The proposed five-year levy, which would generate about $1.6 million annually, comes at a time when the school district’s revenues have increased just a fraction over one-half of 1% in the past five years – or 0.52% annually. During the same time period, the school district has received $54,500 less in state foundation payments as compared to the 2014-15 school year.
Additionally, the district has seen only an average of 0.56% in property tax increase over a five-year period, and tax abatement agreements for new construction and commercial projects have eliminated the district’s growth. PDY Superintendent Ted Haselman said NEXUS pipeline money during the 2019-20 fiscal year is the single source of real estate growth the school district has experienced in five years.
Haselman said the time has arrived to ask voters for financial help.
“The Board of Education has continued to be very cognizant of when to ask our community for support,” he said. “They have stressed time and time again they do not want to ask for dollars until it is absolutely necessary, as they do not want to place an unwarranted burden on our community.”

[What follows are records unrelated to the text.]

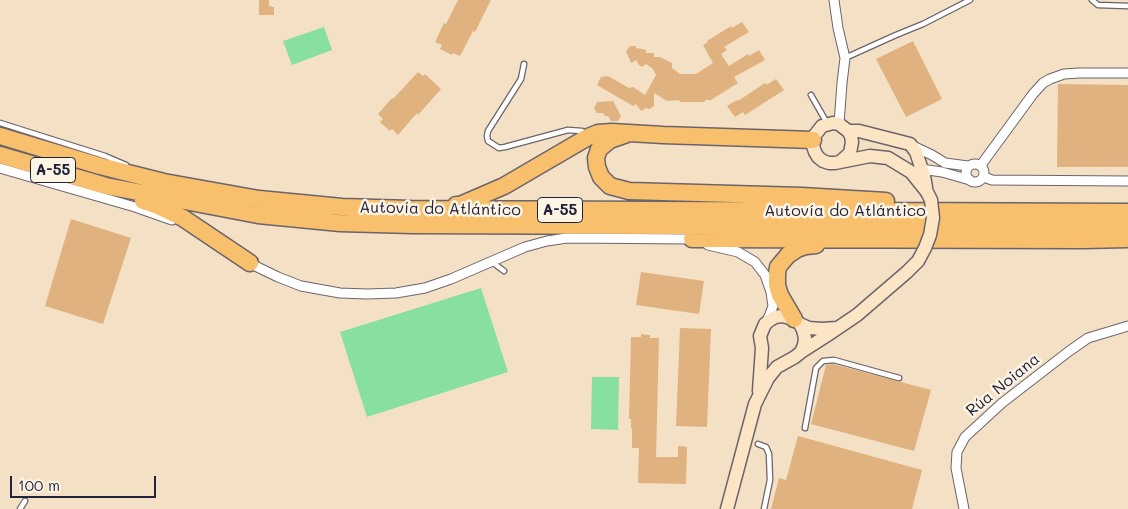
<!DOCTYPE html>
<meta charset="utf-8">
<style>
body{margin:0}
#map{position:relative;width:1128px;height:509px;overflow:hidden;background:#f4e0c4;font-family:Mali,sans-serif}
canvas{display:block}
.scale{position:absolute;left:10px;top:476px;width:146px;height:22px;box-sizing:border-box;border:2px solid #22223b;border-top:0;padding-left:6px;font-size:15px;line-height:18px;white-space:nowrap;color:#22223b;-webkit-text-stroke:4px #fcf5e5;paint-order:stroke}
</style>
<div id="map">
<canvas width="1128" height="509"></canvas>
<div class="scale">100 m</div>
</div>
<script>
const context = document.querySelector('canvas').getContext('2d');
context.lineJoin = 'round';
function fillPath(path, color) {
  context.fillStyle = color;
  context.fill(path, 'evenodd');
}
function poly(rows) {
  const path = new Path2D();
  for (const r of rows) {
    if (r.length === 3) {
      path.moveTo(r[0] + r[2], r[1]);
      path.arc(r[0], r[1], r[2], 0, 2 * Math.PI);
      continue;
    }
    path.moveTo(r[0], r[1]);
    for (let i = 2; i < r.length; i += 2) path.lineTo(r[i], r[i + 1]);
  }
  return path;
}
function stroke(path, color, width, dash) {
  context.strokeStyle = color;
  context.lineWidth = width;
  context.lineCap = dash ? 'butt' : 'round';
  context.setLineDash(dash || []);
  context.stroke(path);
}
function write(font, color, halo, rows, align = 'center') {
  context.font = font + ' Mali,sans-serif';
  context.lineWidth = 5;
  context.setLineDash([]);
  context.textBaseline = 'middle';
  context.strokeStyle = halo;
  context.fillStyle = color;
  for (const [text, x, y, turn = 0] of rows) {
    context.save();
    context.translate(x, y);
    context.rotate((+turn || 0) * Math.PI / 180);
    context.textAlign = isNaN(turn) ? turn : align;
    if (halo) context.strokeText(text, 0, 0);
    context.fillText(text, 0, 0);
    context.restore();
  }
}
fillPath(poly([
 [324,27,332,50,292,65,283,41],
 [481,288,508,372,367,417,340,332],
 [592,377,619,377,618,430,591,429]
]), '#88dfa2');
fillPath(poly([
 [259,0,269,0,269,6,274,7,274,15,259,15],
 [458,0,491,0,475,32,473,31,460,56,453,53,452,55,440,49,442,45,435,42,444,23,446,24],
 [742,22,749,32,724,47,727,50,721,54,729,66,748,54,749,56,759,50,765,60,734,77,738,83,711,100,706,100,704,102,680,102,679,100,667,101,654,93,654,106,649,109,646,108,641,111,636,104,633,106,597,85,601,77,608,76,629,88,633,87,645,95,656,75,653,69,646,64,642,67,639,65,636,60,631,63,626,51,630,46,636,46,636,48,642,49,646,50,646,53,654,53,654,57,660,57,672,63,672,68,680,74,696,74,713,63,703,45,708,42,707,41,731,26,732,28],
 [913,41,942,99,906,117,876,59],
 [418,72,423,76,425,74,441,89,418,115,417,113,398,135,392,129,390,131,380,122,383,119,378,114,392,98,393,99],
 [776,79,784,90,745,115,743,112,735,117,727,106,737,100,738,101,765,83,766,85],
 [1058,84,1128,85,1128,167,1057,167],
 [613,101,621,116,618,121,611,121,608,116,605,116,603,113,597,113,594,108,597,102],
 [71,219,131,238,103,324,45,306],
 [641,272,704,281,699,314,636,305],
 [680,328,711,329,707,427,676,426],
 [641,334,650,335,650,338,659,338,656,457,678,457,678,446,687,447,686,484,638,483,639,448,632,448,632,428,631,428,631,419,629,419,631,337,641,337],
 [833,364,931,390,914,451,811,424,826,365],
 [798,436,922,470,912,509,771,509,779,478,786,480]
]), '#e0b280');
const lane = poly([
 [1092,0,1098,5,1128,6],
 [845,58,896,35,923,24,970,0],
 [524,64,521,79,488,131,487,136,488,141,499,148,505,147,568,130,582,131,586,135],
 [811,95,827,123],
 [0,123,105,156,126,165],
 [492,262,504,271],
 [805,428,816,368,823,361,834,360,899,378],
 [758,444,766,447,769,454,770,480,764,509],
 [20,509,25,501]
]);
const street = poly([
 [834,0,838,28,845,58,842,83,839,124],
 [911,145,932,155,945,163,968,166],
 [975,173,9],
 [981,165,1033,94,1043,83,1050,79,1064,74,1079,73,1128,73],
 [0,168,135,207,172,220],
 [921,169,942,172,970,180],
 [984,177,992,180,1128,181],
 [708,245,738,252,755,262,765,275,771,292,773,306,770,314,766,323],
 [247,262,278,277,301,286,340,293,367,294,396,293,425,288,451,279,525,247,547,241,567,238,692,239,696,240],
 [964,509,956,468,957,452,965,437,1002,403,1068,352,1088,338,1128,326]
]);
const secondary = poly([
 [848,131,859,131,910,144,916,152,924,176,926,187],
 [841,161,850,153,852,142,851,136,848,131,839,124,833,123,822,126,815,135,813,146,815,152,818,157,823,161,829,163,835,163,870,156,888,158,911,172,927,192],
 [800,324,809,328,822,329,837,328],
 [759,391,762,348,760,336,765,324,770,320,775,317,782,316,794,319,800,324,803,330,805,338,804,345,801,352],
 [727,509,755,404,768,378,777,367,795,357,801,352,826,336,857,315,907,272,918,261]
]);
const highway = poly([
 [627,134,610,140,599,149,596,158,597,167,601,177,610,186,629,191,802,196,886,201],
 [0,136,100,166,164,182,259,199,342,207,411,209,1128,212],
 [0,155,106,186,258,215,340,223,412,225,912,227,1128,225],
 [143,201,158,206,183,218,250,263],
 [456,205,460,205,504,186,588,137,598,133,612,132,663,135,813,140],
 [692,239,1083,240,1128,239],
 [794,319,780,295,777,285,777,274,778,267,788,255,797,249,806,246,816,245]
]);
stroke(lane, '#6c646b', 7);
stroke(street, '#6c646b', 11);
stroke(secondary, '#6c646b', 15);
stroke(highway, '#6c646b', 19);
stroke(lane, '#fff', 4.5);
stroke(street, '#fff', 9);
stroke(secondary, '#fce5c4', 12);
stroke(highway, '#f8bf6c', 16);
const secondaryBridge = poly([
 [918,261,925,248,930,235,933,218,931,200,927,192]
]);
stroke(secondaryBridge, '#6c646b', 15, []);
stroke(secondaryBridge, '#fce5c4', 12);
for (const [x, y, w] of [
 [53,170,45],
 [560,210,45]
]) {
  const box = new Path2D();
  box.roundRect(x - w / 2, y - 12.5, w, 25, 4);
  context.fillStyle = '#fcf5e5';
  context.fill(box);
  stroke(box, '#22223b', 1);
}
write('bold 15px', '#22223b', null, [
 ["A-55",53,170],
 ["A-55",560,210]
]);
write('16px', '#22223b', '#fcf5e5', [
 ["Autovía do Atlántico",440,209,1],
 ["Autovía do Atlántico",845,211],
 ["Rúa Noiana",1003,385,-39]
]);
</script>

In fact, he said, while the school district’s expenditures continued to increase at an average rate of 3.04% between the fiscal years of 2013-20, administrators have successfully kept them in check. In Fiscal Year 2020 the district was awarded nearly $900,000 in grants to offset expenses. Haselman said with changes in class sizes the school district has implemented staff adjustments, eliminating four positions for the current school year while routinely ensuring the schools are adequately staffed.

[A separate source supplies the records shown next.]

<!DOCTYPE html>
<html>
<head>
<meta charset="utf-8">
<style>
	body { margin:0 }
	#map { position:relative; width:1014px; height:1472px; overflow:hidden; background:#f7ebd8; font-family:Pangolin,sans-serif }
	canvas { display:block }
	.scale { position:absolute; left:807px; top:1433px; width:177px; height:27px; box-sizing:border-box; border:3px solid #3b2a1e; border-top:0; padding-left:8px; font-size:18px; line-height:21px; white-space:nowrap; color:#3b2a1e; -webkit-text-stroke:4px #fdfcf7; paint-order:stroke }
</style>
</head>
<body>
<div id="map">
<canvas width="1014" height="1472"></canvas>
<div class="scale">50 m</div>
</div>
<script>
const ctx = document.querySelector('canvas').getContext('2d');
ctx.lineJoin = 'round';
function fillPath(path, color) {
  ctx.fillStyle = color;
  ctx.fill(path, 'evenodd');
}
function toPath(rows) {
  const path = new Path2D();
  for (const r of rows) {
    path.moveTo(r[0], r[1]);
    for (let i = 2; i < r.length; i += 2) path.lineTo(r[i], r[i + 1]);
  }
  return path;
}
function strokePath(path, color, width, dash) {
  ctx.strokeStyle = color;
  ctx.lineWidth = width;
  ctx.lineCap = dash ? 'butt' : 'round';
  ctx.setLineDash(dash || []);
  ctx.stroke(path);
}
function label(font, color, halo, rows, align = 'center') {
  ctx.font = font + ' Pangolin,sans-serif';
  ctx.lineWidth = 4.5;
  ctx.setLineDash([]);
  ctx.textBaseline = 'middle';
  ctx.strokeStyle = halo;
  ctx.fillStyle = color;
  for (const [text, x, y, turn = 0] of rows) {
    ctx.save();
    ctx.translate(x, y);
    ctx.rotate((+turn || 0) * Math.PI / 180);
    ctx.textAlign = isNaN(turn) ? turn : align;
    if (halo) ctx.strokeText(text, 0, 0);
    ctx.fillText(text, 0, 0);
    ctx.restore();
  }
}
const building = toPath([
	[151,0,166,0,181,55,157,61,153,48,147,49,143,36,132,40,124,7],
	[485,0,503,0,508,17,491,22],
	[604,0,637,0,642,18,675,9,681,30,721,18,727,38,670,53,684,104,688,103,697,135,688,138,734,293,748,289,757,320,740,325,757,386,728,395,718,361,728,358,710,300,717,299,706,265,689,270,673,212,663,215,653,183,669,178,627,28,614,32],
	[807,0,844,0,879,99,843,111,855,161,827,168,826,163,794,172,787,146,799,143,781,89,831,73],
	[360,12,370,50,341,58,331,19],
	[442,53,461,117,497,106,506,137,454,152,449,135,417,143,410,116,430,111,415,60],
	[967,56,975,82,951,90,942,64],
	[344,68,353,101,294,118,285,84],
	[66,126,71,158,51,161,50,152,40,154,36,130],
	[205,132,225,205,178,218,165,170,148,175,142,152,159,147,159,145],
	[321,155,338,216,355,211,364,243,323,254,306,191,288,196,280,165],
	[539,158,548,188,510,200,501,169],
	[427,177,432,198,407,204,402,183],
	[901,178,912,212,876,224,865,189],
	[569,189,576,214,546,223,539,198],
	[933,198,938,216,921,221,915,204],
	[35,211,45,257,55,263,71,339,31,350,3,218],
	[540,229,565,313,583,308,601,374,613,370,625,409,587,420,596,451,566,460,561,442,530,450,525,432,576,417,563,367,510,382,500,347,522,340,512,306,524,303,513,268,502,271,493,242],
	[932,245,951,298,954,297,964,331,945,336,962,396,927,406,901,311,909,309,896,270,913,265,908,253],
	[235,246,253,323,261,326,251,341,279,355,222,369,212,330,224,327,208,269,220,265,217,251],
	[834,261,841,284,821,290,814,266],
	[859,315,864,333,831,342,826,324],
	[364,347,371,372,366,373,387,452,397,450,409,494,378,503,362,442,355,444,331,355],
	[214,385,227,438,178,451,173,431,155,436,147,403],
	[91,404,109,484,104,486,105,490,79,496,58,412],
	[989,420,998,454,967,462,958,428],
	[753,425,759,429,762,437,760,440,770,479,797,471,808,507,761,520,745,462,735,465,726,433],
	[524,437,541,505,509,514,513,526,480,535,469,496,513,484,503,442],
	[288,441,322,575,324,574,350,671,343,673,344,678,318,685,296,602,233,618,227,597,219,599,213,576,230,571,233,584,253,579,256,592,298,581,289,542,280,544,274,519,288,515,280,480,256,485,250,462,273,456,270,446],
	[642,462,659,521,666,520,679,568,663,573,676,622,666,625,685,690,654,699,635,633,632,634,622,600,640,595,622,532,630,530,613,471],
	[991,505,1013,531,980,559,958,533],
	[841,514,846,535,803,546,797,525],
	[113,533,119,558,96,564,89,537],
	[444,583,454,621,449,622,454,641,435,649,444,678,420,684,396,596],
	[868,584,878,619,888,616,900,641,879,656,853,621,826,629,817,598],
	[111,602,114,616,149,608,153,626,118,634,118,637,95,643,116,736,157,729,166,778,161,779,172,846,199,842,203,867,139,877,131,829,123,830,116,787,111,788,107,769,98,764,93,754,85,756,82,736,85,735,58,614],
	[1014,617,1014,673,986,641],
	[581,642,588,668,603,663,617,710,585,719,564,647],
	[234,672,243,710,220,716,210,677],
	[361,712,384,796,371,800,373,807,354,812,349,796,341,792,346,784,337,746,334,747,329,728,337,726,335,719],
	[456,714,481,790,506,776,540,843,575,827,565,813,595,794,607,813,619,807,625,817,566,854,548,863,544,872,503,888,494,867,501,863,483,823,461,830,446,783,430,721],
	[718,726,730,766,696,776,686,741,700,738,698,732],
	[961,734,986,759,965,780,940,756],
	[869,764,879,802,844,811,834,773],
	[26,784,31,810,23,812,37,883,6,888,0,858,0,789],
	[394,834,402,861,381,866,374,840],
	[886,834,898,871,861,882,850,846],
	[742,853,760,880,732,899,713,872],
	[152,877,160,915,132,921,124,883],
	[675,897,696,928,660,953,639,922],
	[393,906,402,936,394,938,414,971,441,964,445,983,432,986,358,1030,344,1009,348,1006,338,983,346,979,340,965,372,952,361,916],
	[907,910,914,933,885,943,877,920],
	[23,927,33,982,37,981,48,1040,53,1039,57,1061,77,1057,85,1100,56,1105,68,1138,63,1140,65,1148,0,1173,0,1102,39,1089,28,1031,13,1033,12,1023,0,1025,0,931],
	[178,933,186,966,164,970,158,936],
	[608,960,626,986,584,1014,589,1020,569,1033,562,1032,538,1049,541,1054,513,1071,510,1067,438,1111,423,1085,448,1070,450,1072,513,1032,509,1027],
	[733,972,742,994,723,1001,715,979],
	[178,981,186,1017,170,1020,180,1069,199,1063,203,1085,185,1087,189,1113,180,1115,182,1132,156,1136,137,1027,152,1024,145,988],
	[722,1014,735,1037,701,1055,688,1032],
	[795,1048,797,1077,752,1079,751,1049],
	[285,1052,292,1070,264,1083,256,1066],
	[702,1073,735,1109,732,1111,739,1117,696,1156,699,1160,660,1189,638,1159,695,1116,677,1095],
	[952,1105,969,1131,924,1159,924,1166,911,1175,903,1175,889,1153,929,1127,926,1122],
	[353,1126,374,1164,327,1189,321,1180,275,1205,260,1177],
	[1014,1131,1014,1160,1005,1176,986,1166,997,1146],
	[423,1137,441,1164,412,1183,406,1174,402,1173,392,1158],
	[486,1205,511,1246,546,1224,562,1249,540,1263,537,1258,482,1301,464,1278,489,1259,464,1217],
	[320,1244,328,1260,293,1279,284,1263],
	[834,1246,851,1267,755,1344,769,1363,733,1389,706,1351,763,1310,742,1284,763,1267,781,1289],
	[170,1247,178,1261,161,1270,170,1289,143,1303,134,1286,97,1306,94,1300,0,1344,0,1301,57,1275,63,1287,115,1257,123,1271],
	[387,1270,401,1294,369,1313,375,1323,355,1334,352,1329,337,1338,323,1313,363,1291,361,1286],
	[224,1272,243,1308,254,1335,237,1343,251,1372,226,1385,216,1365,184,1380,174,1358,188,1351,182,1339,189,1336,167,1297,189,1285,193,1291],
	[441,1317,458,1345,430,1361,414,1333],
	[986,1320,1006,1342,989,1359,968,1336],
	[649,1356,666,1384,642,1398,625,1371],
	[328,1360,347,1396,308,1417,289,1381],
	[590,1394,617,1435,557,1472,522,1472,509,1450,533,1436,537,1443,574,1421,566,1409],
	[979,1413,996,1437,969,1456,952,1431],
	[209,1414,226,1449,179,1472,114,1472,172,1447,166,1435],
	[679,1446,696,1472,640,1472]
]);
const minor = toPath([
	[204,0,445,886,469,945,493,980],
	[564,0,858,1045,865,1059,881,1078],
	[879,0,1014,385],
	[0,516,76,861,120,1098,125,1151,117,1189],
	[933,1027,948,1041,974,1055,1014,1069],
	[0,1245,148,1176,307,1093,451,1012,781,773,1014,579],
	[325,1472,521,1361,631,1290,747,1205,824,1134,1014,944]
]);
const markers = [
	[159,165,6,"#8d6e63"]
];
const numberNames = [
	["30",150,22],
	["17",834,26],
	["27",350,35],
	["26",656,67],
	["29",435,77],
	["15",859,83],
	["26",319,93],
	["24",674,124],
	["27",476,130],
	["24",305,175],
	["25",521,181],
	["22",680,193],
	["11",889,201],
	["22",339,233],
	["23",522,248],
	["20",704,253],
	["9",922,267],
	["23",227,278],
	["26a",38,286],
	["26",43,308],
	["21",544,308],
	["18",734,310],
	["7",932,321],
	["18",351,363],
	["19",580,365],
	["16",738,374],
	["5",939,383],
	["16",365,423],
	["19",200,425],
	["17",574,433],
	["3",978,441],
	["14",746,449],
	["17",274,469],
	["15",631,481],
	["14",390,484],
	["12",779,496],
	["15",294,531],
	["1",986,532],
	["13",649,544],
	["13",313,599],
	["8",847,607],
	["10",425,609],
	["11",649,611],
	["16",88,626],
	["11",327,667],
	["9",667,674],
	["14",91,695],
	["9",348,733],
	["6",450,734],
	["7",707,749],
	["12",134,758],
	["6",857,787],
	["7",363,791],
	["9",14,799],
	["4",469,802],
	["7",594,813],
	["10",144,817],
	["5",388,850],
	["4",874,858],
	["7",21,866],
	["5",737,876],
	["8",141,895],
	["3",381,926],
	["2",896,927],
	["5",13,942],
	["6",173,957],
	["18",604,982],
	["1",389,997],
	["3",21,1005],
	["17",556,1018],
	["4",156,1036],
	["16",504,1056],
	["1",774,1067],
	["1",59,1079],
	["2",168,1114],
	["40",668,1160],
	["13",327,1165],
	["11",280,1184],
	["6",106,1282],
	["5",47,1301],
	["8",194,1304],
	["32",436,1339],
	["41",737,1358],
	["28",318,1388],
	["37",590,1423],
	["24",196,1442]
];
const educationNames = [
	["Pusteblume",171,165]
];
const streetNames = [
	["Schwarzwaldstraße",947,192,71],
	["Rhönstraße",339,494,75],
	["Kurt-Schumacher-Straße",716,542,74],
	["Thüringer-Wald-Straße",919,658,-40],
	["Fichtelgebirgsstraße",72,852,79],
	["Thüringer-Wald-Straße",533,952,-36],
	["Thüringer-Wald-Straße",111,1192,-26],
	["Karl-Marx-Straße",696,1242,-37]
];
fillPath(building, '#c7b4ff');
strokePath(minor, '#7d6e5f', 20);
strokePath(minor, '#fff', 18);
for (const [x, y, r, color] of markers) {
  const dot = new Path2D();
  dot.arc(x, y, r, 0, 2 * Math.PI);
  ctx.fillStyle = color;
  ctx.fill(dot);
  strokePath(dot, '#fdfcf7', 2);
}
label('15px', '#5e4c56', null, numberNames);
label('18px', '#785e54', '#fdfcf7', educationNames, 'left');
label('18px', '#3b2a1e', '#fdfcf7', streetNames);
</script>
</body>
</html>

“Fiscal responsibility is one of the highest priorities of this Board of Education and administration,” Haselman said. “The district’s use of federal grant dollars actually allowed the district to reduce expenditures in fiscal year 2020 by 2.07%. We are always actively looking to earn grant dollars to pay for our expenses to ease the tax burden on PDY residents.”
He said an income tax levy is being proposed to maintain fairness to property owners by spreading the cost across a larger segment of district residents. He said it will also be more amiable to senior citizens than an across-the-board real estate tax. Social security benefits are not taxed by a school district income, which includes an annual $50 credit per senior citizen.
If the proposed levy fails Nov. 3 the school board may have to consider adding a levy to the May or November ballot next year. Haselman said it’s either that solution or implementing major budget reductions “which would impact the quality of education and services our students receive. The need will not go away.”
A district levy committee began meeting this month. The school district will share levy facts with the community through October.
“We pride ourself on getting the most out of the funds we have and have not approved new tax dollars from the community in nearly 10 years,” Board of Education President Mike Ford said. “That said, the time has come where the school district requires more revenue to support our children in the way they deserve and I am hopeful that our community trusts us come November with a positive vote. A healthy school is a healthy community.”
Voters last awarded the PDY school district new revenue through a 5.99-mill property tax levy nine years ago, renewing it at 7.62 mill after three years. The same levy was approved as a substitute levy in 2018.
But Haselman said community members he has spoken to favor an income tax. “These folks stated they feel it is a fairer tax and are happy all residents would be paying the tax, not just property owners,” he said.
He said the community has been supportive of the school district’s most recent levies, and believes residents trust both the schools and school board members.
“The board’s philosophy to not place unwarranted asks on our district residents has strengthened that trust,” Haselman said. “Additionally, the continuous improvement in the instructional programs reflected by the district’s positive state report card results show the district is moving in a positive direction.”